# Update From US Embassy 11AM 9/17: Continuing Violence Zamboanga City



## pac (Jul 27, 2013)

2 Hours Old:

The U.S. Embassy in Manila is actively monitoring the ongoing clashes in and around Zamboanga City which we understand have resulted in casualties and property damage. U.S. citizens in the vicinity of the fighting should exercise extreme caution and consider sheltering in place to avoid becoming involved in the fighting or should follow instructions from local authorities regarding evacuation.

*If you are a U.S. citizen in the affected area, we urge you to contact the U.S. Embassy in Manila to notify us of your situation, especially if you are stranded or trapped in the area, have been injured or suffered property damage, or have otherwise been affected by this fighting.

Furthermore, if you are aware of other U.S. citizens affected by these events, we ask that you encourage them to contact the U.S. Embassy.

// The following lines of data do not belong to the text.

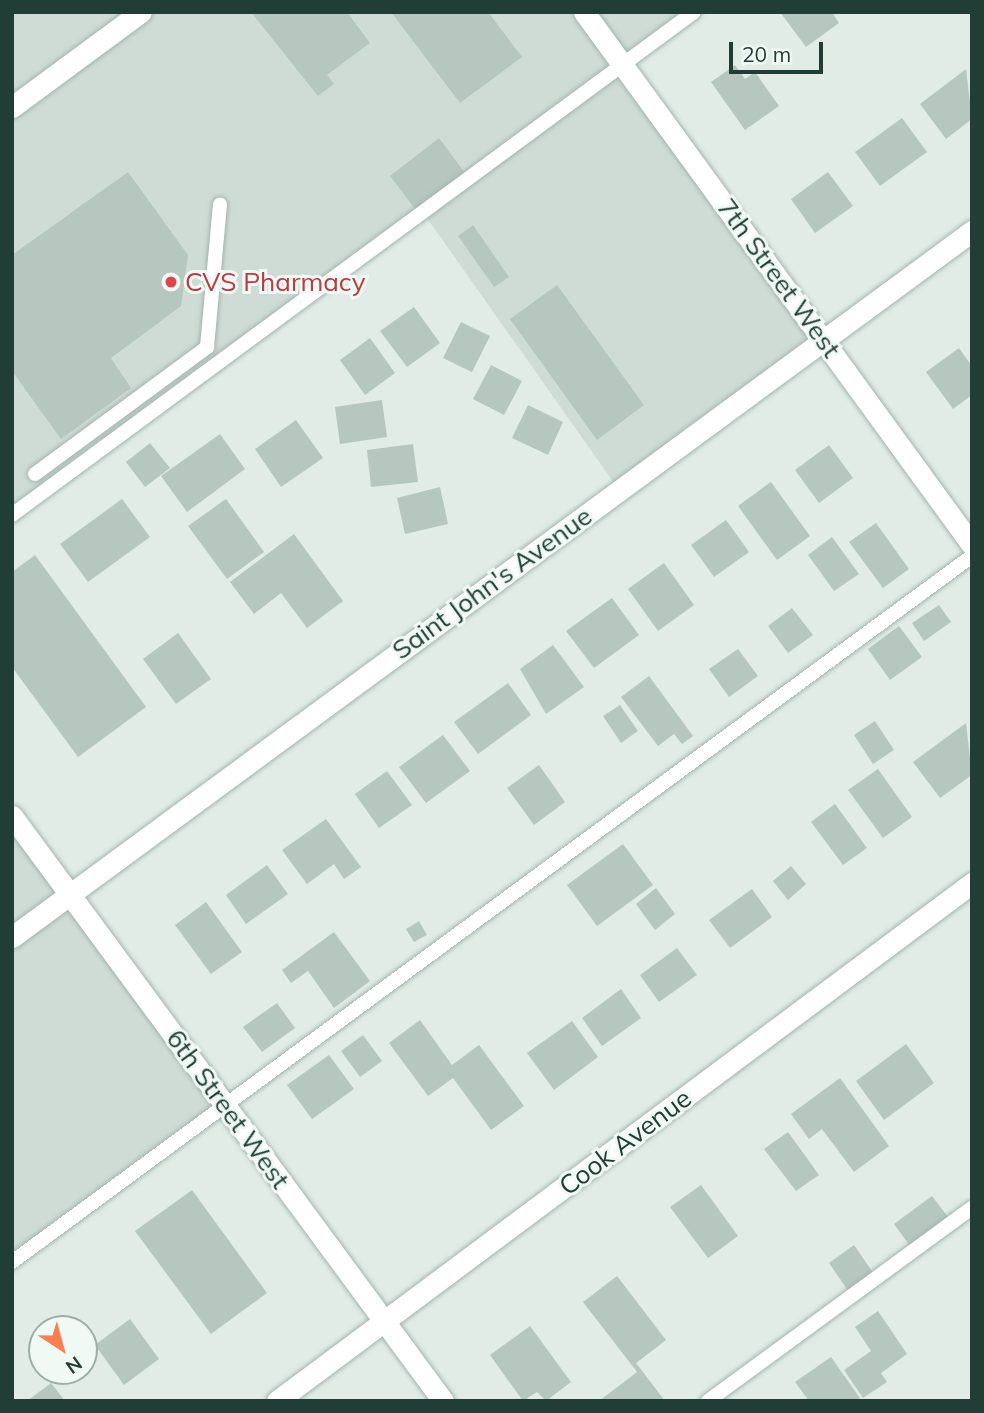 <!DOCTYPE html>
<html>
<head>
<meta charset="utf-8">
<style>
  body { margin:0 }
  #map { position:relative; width:984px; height:1413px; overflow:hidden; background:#e1ece7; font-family:Mulish,sans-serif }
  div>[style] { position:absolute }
  .built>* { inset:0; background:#cfdcd6 }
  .building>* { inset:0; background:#b6c7c0 }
  .roads { filter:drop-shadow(0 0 2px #a3b4ae) drop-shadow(0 0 2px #a3b4ae) }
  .service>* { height:14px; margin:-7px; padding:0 7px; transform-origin:7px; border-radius:7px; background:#fff }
  .minor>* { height:21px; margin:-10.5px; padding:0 10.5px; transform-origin:10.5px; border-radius:10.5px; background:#fff }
  .tertiary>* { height:21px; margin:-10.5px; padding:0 10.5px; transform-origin:10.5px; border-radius:10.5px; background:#fff }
  .secondary>* { height:21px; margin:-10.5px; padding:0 10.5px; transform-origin:10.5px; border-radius:10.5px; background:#fff }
  .dots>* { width:19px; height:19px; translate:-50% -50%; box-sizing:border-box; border:4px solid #f1f9f5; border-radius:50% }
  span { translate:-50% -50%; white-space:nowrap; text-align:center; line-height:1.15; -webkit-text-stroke:6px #f1f9f5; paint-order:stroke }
  .street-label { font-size:26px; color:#203e36 }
  .health-label { font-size:26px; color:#be3a42 }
  .left { translate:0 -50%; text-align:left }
  .frame { position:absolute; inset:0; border:14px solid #203e36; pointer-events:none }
  .north { position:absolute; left:28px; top:1315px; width:70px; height:70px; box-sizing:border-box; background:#f1f9f5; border:2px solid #9daea9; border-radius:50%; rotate:144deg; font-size:19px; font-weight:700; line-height:28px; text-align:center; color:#203e36 }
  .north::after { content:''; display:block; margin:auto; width:24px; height:32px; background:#fa7e51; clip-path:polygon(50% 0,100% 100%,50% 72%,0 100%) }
  .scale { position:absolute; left:729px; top:42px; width:94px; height:32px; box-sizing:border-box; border:4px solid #203e36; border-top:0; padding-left:9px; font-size:21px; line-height:24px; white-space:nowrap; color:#203e36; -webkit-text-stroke:5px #f1f9f5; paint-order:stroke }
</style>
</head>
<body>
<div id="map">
  <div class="built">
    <i style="clip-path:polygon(12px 12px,694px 12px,623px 63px,824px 339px,619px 490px,422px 211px,12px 514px)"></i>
    <i style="clip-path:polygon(12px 820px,225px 1105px,12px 1262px)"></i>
  </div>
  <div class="building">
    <i style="clip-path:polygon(251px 12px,347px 12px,370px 43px,327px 75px,334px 84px,318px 96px)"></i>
    <i style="clip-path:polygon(391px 12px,488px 12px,522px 57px,460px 103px)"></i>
    <i style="clip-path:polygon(780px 12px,832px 12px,839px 23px,806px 47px)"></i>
    <i style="clip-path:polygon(735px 65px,745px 79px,755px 72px,779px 106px,745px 130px,711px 82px)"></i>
    <i style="clip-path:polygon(966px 69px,972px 119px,946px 139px,920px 104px)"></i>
    <i style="clip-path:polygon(902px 118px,927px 152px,880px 186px,855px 152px)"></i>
    <i style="clip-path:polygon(439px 138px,465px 173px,416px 210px,390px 176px)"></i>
    <i style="clip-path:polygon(128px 172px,188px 255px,181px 306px,111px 358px,131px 388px,61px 439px,12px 371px,12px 255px)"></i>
    <i style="clip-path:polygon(828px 172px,853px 206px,815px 233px,791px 199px)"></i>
    <i style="clip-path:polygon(473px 225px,509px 277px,494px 287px,458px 236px)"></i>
    <i style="clip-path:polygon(557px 285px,644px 405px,597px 440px,510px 319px)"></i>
    <i style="clip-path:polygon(414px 307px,440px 343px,407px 367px,380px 331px)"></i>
    <i style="clip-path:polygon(461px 322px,490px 336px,472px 372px,443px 358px)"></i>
    <i style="clip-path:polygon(370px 338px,395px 373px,365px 395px,340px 360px)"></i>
    <i style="clip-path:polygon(959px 348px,972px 366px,972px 395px,953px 409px,926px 372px)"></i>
    <i style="clip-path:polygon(491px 365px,522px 381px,504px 415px,473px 399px)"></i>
    <i style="clip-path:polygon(382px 400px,387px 437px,340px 444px,335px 407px)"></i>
    <i style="clip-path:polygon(528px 405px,563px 422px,548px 455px,512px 438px)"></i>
    <i style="clip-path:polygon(296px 420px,323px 458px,281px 487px,255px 449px)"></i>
    <i style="clip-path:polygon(220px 434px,245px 469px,187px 512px,161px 476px)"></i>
    <i style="clip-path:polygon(150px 443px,170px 468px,145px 487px,126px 462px)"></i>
    <i style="clip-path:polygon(413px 444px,418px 482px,371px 487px,367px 450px)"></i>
    <i style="clip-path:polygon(829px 445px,853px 478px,819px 503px,795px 470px)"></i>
    <i style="clip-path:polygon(771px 482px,810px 536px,777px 560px,738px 506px)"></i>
    <i style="clip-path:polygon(440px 487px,448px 524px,405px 534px,397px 498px)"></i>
    <i style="clip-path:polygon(122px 499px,150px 537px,88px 582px,60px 544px)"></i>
    <i style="clip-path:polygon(226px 499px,264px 552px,227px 579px,188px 526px)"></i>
    <i style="clip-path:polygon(726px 520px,749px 552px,714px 577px,691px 545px)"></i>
    <i style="clip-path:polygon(876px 523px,909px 569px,883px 588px,849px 542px)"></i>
    <i style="clip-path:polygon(294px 534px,343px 601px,307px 628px,281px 593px,254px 614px,230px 582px)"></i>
    <i style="clip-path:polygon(832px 537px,859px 574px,834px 591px,808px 555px)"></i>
    <i style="clip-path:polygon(35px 555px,146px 707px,78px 757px,12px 667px,12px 572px)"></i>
    <i style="clip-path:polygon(664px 563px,694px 605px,658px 631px,628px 589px)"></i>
    <i style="clip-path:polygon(612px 598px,639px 635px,594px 668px,566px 631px)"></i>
    <i style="clip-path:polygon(939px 605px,951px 622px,924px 641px,912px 623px)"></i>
    <i style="clip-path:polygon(792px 608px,813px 635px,788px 653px,768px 626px)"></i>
    <i style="clip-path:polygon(899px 626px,922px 657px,890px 680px,868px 649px)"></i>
    <i style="clip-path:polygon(178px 633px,211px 679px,176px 704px,143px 659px)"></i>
    <i style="clip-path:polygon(553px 645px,584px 687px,546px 714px,520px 669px)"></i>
    <i style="clip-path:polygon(738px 649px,758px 676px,729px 697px,709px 669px)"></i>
    <i style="clip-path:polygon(649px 676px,693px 736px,682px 744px,674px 734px,658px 746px,621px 697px)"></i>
    <i style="clip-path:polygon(508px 683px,531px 715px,478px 754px,454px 722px)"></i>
    <i style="clip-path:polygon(620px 705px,638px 731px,621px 743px,603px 716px)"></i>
    <i style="clip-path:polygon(875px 721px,894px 750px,873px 764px,854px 735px)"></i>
    <i style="clip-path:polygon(966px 723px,972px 775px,940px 798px,913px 762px)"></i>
    <i style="clip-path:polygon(443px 735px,470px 771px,426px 803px,399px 767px)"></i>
    <i style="clip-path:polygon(539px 765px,565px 802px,534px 825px,507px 788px)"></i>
    <i style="clip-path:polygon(878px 769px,912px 817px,883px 838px,848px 790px)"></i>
    <i style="clip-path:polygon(387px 771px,412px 805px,379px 828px,355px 794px)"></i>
    <i style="clip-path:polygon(835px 804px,867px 848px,843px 865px,811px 822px)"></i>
    <i style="clip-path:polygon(326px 819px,361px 867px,344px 879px,334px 864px,307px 884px,282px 850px)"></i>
    <i style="clip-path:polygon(623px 844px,653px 885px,597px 926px,567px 885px)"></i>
    <i style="clip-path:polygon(267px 865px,288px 894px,246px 924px,226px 895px)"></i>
    <i style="clip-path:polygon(791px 866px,806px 884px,788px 900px,773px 881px)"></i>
    <i style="clip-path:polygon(656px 888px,675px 914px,655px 930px,636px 904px)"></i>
    <i style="clip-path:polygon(752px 889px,772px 917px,730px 948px,709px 920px)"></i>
    <i style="clip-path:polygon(206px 902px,242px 952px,211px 974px,175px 925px)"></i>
    <i style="clip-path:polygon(419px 921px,427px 935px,414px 942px,406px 929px)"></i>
    <i style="clip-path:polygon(334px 932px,370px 981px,334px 1008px,308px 971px,291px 983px,282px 970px)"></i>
    <i style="clip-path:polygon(677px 948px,697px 975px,659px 1002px,640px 975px)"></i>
    <i style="clip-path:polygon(621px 989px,641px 1018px,602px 1046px,582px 1018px)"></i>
    <i style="clip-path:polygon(277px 1003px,295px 1028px,262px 1052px,243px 1027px)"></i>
    <i style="clip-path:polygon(420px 1020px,452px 1065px,479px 1045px,524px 1106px,491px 1130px,453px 1078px,428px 1096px,389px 1043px)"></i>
    <i style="clip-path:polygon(572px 1021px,598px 1057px,554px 1090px,527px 1053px)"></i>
    <i style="clip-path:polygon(363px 1035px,382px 1061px,360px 1077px,341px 1051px)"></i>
    <i style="clip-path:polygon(906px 1044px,934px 1083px,884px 1120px,856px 1081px)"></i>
    <i style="clip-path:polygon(329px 1055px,354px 1089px,312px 1119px,287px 1085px)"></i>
    <i style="clip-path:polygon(840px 1078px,889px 1146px,854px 1172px,822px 1129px,809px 1139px,791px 1114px)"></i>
    <i style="clip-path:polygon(788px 1132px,819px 1175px,796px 1191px,764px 1149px)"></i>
    <i style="clip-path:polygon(701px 1185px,738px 1236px,708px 1258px,670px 1207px)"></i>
    <i style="clip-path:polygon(192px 1190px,267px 1293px,211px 1334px,135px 1231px)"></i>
    <i style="clip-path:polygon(932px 1196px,948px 1217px,910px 1246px,894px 1224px)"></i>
    <i style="clip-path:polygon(854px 1245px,874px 1274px,849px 1292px,829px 1263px)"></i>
    <i style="clip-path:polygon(617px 1276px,666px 1340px,636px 1363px,665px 1401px,599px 1401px,637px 1372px,583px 1302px)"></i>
    <i style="clip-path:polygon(878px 1311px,907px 1354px,881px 1373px,887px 1382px,863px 1398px,844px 1370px,871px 1351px,855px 1327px)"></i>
    <i style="clip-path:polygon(130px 1319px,159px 1359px,124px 1385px,95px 1345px)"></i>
    <i style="clip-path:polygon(530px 1326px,571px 1382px,546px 1401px,537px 1392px,523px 1401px,490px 1355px)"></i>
    <i style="clip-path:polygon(831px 1357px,860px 1398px,856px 1401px,809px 1401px,795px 1382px)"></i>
    <i style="clip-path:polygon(51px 1383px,65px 1401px,27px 1401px)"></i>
  </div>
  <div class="roads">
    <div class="service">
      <i style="left:35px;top:474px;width:214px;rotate:-36.4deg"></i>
      <i style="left:207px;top:347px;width:143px;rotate:-84.8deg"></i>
      <i style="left:12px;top:515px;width:847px;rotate:-36.41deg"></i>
      <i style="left:12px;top:1262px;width:1192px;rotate:-36.33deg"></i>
      <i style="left:708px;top:1401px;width:327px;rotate:-36.2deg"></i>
    </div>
    <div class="minor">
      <i style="left:584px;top:12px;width:659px;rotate:53.95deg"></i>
      <i style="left:12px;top:937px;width:1192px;rotate:-36.33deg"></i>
      <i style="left:277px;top:1401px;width:867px;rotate:-36.7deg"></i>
    </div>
    <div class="tertiary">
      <i style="left:12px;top:816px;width:727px;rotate:53.62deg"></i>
    </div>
    <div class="secondary">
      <i style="left:12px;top:107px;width:160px;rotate:-36.4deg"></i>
    </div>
  </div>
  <div class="dots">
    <i style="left:171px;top:282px;background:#e0444e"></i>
  </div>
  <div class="street-label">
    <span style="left:779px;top:278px;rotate:54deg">7th Street West</span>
    <span style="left:492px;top:583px;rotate:-36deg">Saint John's Avenue</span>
    <span style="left:228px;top:1109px;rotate:54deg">6th Street West</span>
    <span style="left:625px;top:1142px;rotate:-37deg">Cook Avenue</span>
  </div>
  <div class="health-label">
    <span class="left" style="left:185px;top:282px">CVS Pharmacy</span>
  </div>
  <div class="frame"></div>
  <div class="north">N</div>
  <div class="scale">20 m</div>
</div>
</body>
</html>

If they cannot contact the Embassy, please contact us on their behalf.*

For U.S. citizens who had a confirmed airline reservation out of Zamboanga City last week, the Embassy has verified that airline companies have made arrangements with the Philippine military to offer transportation to stranded passengers holding Philippines Airlines (PAL) or Cebu Pacific tickets. Please contact your airline for further instructions.

The Embassy wishes to remind all U.S. citizens to remain vigilant and maintain an appropriate level of personal security in all circumstances by reviewing your personal safety plans; remaining aware of your surroundings, including local events; and monitoring local news sources for updates.

FYI,
pac


----------